* Data to process *

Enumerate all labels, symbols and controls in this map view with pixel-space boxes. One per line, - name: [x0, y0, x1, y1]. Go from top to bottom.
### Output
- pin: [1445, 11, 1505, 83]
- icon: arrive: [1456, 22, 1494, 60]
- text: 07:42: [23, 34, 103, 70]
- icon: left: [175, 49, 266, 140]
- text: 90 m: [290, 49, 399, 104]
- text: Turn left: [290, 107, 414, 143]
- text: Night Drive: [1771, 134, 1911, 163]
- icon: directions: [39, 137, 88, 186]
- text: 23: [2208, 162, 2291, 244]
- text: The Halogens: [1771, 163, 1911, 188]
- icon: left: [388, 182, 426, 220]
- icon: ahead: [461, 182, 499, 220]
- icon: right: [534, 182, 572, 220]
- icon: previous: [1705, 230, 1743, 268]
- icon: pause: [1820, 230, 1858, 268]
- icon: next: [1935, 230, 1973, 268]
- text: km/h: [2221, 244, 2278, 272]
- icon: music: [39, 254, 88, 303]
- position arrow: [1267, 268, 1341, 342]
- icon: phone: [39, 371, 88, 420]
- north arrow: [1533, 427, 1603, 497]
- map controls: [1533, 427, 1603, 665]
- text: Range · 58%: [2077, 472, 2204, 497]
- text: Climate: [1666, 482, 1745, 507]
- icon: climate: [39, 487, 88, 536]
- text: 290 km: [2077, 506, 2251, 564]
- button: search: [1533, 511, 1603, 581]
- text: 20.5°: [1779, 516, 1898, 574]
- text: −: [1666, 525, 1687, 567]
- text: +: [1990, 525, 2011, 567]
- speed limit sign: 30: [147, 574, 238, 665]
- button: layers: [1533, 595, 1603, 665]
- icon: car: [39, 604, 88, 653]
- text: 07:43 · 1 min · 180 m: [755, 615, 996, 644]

* Aim of the exercise *
Collect from the data above every line that includes "arrow".

* Answer to this exercise *
- position arrow: [1267, 268, 1341, 342]
- north arrow: [1533, 427, 1603, 497]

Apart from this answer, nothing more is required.